Saved entries:

* * * * * * *

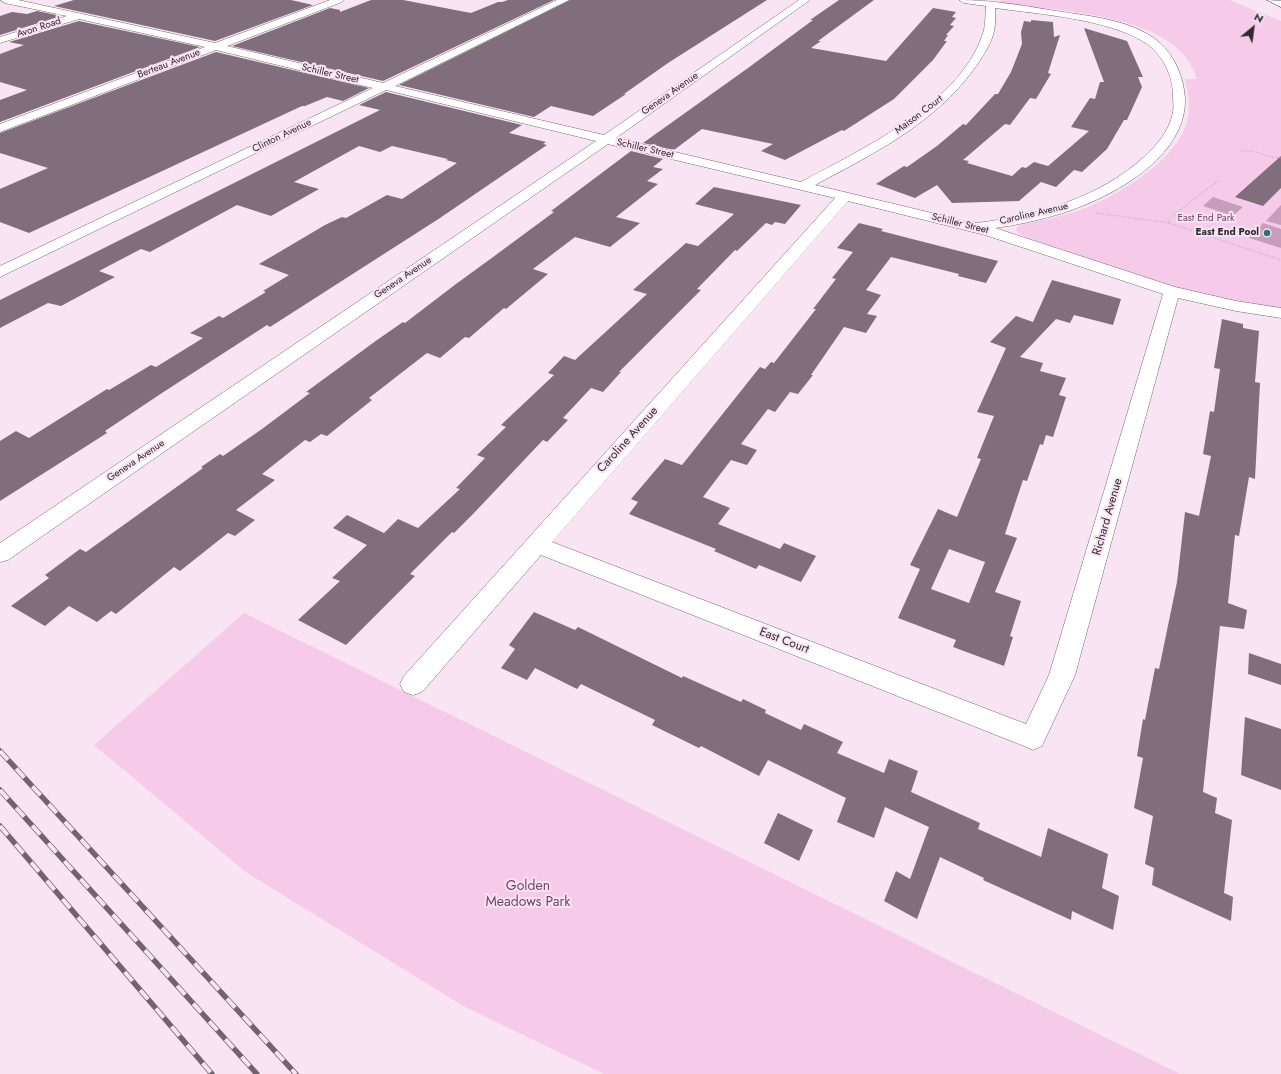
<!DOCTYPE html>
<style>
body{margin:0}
#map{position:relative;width:1281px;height:1074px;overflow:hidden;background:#f9e4f3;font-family:Jost,sans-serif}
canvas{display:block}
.north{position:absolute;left:1233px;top:8px;width:40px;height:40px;-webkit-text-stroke:3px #f9e4f3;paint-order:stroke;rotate:29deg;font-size:11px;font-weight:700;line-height:16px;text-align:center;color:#30282e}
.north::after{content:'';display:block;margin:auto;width:14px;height:18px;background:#30282e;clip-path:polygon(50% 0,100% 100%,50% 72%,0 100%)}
</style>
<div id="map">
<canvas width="1281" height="1074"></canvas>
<div class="north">N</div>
</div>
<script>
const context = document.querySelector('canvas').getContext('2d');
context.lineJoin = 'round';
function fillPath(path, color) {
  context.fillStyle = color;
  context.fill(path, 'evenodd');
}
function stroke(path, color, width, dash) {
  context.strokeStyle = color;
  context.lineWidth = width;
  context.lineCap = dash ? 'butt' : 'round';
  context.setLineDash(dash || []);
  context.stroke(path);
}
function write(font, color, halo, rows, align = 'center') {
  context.font = font + ' Jost,sans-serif';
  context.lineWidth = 4;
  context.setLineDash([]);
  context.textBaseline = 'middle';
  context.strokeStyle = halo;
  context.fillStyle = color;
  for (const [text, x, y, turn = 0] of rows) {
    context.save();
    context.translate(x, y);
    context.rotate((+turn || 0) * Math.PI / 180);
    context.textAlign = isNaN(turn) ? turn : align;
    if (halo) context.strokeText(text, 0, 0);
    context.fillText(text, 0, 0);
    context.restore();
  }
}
fillPath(new Path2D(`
 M1001,0H1229L1281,21V308L1228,301L1179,289L1028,238L1018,233L1016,229L1018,226L1023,224C1045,220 1068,215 1088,207C1123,192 1180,158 1188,118C1190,105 1188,92 1185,79H1197C1181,21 1087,14 1038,7L1036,9L998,3Z
 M244,613L1180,1074H604L465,1007L247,873L94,745Z`), '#f6cbea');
fillPath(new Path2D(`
 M1213,197L1243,207L1233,216L1203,206Z
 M1281,205V225L1266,221Z
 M1263,223L1281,229V248L1249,238Z`), '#c79dbb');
fillPath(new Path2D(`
 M74,0H291L313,5L215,41L54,6Z
 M371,0H403L471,13L498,2H502L508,0H554L383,81L232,46L330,8L340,10V12Z
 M570,0H767L668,63L624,94H626L593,116L551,106L534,117L399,85Z
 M839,0H874L818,41H821L811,48L886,61L933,8L956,12L952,17L956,18L950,25L954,26L946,35H948L944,41H947L933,60L894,99L844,131L842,130L785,160L761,151L773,144L702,129L674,150L643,143L748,68L813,20H810Z
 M37,11L61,16L0,35V16L12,12L27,14Z
 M1031,20L1053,22L1054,37L1060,35L1048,73L1051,74L1036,99L1030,98L1010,125L1005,124L963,160L969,161L967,163L1012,176L1022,167L1026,168L1034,162L1048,166L1089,131L1071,127L1090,98L1095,99L1100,82H1104L1084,28L1127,41L1143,77H1138L1142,87L1127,120H1124L1107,149L1082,172L1074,170L1056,187L1041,182L1019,201L952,203L937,185L915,198L876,184L904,166L907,167L937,146L963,124L966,125L995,94H998L1011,72L1022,44L1021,32L1024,21L1031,22Z
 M79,21L200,47L0,122V100L27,90L0,82V54L24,45L9,42Z
 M216,52L369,88L343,101L327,97L305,106H302L29,233L0,222V189L48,168L0,153V133Z
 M386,92L522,125L509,133L546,142L543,144L547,145L440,218L270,327L267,325L162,393L105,431L107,433L0,501V441L16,431L29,438L107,389L109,390L151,365L156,367L203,338L190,333L219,316L223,318L266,292L263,291L289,275L259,264L325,225L342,217L346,218L387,195L402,199L457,163L446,160L448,159L392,146L380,152L359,146L294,182L319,189L271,216L237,205L150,252L141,249L99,271L115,277L61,306L48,303L0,328V300L380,110L359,105Z
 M631,151L663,159L653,167L663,169L647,181L658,184L616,217L640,223L610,247L575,237L533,269L548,274L506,309L504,308L469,338L465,337L440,358L427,353L369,398L372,400L327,436L321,434L310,442L305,440L262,474L275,480L236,510L255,520L235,536L228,533L180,571L174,567L116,614L111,611L97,622L69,606L45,626L11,606L49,578L45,575L80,549L86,552L203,468L201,467L220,454L223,456L262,429L310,393L306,392L377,340L403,322L405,323L456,284L489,260L554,212L551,211Z
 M1281,156V188L1263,206L1235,197Z
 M714,187L801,205L785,224L775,222L772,225L766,223L737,251L735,250L697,289L701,290L619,372H621L603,392L591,388L563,418L568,420L547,442L543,440L474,513L454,533L452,532L410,574L415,576L346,645L298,620L340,581L332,578L367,545L333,528L347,515L384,533L398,519L418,528L460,489L456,488L485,458L477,455L506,427L501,425L554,375L548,373L564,356L575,360L647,294L633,290L686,243L698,246L734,214L695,204Z
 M859,223L883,229L881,231L998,261L986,283L958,276L959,274L891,257L866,290L881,295L867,314L877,316L866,333L844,327L811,375H813L798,394L790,392L775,412L768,409L741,444L757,450L747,465L731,460L703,497L730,508L718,524L780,549L784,543L816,556L801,582L759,565L756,569L714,551L716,549L629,514L638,502L631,499L665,459L682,465L760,367L765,369L771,362L774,363L816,309H813L836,279L832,278L853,252L837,248Z
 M1052,280L1121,299L1113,325L1074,315L1070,323L1056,319L1020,357L1043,363L1040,371L1066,378L1059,395L1066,397L1053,437L1046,435L1043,445L1040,444L1027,481L1023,480L1005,534L1017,538L995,592L1021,601L1010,636L1013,637L1004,666L953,647L956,640L898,618L920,569L910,565L938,509L957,517L981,459L977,458L994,416L977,412L1006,348L990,342L1016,316L1033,322ZM949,549L985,562L969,603L931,589Z
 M1222,319L1243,324V328L1259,331L1255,382L1260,383L1255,479L1249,477L1239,536L1235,535L1228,603L1247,610L1244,629L1220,626L1203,792L1217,798L1215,813L1232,820L1224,893L1233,897L1231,921L1152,885L1154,868L1145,864L1153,816L1134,808L1143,758L1137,756L1143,719L1145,720L1155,668L1159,669L1177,582L1185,512L1199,516L1211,456L1203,454L1210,411L1214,412L1220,369L1214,368Z
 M534,612L575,630L578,627L682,678L683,676L741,702L743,699L766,710L765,713L801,730L804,724L843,742L837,753L884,773L889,759L918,771L911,792L980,823L978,829L1041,857L1048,828L1108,854L1102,888L1119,896L1113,930L1072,911L1071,920L983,880L984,878L940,857L917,919L884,901L896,871L910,879L929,827L885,807L874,838L837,822L846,798L768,760L759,776L701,746L699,748L652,725L655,720L581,684L577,689L535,668L527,680L501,668L515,649L509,645Z
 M1249,653L1281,664V685L1248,674Z
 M1245,717L1281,729V790L1241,775Z
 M778,813L813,830L799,861L764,843Z`), '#816e7c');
const minor = new Path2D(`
 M0,0H18L215,43L330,0H344L342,2L227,46L383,83L557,0H569L395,86L604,135L799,0H810L616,138L801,182C860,150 959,104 982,36C986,27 985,16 986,6L964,3L959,0C990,0 1020,5 1050,10C1085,16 1130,18 1159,42C1175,56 1184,78 1185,99C1186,158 1112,197 1063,213C1040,220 1017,225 995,228L1175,287L1236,301L1281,308V318L1236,311L1178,298L1075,675L1042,746L1033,750L1024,746L541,555L422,692L413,695L404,692L400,684L404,676L835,198L608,144L8,560L0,562V543L596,141L386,90L0,277V266L373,88L216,50L0,132V124L205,47L79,19L0,43V37L67,16L5,3ZM995,8C1039,14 1107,19 1144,42C1162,53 1173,75 1173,96C1173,101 1174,107 1173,112C1170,130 1157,145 1144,157C1099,198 1036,216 977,223C967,224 947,216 936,214C896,204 855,195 815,185C873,154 934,124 974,69C981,59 989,48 993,35C996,26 995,17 995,8ZM848,201L985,235L1163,294L1049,675L1026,724L552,542Z`);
const highway = new Path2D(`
 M1267,0L1281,1V7Z`);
stroke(minor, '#776572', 1);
stroke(highway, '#776572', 1);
stroke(new Path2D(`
 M1241,151C1258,149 1265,158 1281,158
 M1096,213L1169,223L1281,260
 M1169,223L1170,218L1219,180`), '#a696a1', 1.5, [0.5, 2]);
fillPath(minor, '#fff');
fillPath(highway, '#fff');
const rail = new Path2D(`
 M0,751L296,1074
 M0,790L257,1074
 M0,826L212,1074`);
stroke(rail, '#70646d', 5.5);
stroke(rail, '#f9e4f3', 4, [12]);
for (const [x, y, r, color] of [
 [1267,233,4,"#2c746d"]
]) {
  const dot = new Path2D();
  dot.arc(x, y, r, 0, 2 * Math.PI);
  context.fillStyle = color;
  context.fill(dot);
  stroke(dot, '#f9e4f3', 1.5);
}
write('10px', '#30282e', '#f9e4f3', [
 ["Avon Road",39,28,-18],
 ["Berteau Avenue",169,64,-21],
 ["Schiller Street",330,74,13],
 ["Geneva Avenue",670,94,-35],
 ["Maison Court",919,115,-37],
 ["Clinton Avenue",282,136,-26],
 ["Schiller Street",645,149,13],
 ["Caroline Avenue",1034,214,-13],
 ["Schiller Street",960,224,14],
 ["Geneva Avenue",403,278,-34],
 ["Geneva Avenue",136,461,-34]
]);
write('10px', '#753f69', '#f9e4f3', [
 ["East End Park",1206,219]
]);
write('bold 10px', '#30282e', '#f9e4f3', [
 ["East End Pool",1259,233]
], 'right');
write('12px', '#30282e', '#f9e4f3', [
 ["Caroline Avenue",628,440,-48],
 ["Richard Avenue",1108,517,-74],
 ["East Court",784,641,21]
]);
write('14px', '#753f69', '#f9e4f3', [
 ["Golden",528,887],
 ["Meadows Park",528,903]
]);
</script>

* * * * * * *

Required action: Going line by line through the entries above, count each line that has the word "rows", then state the count alone.

Answer space: 2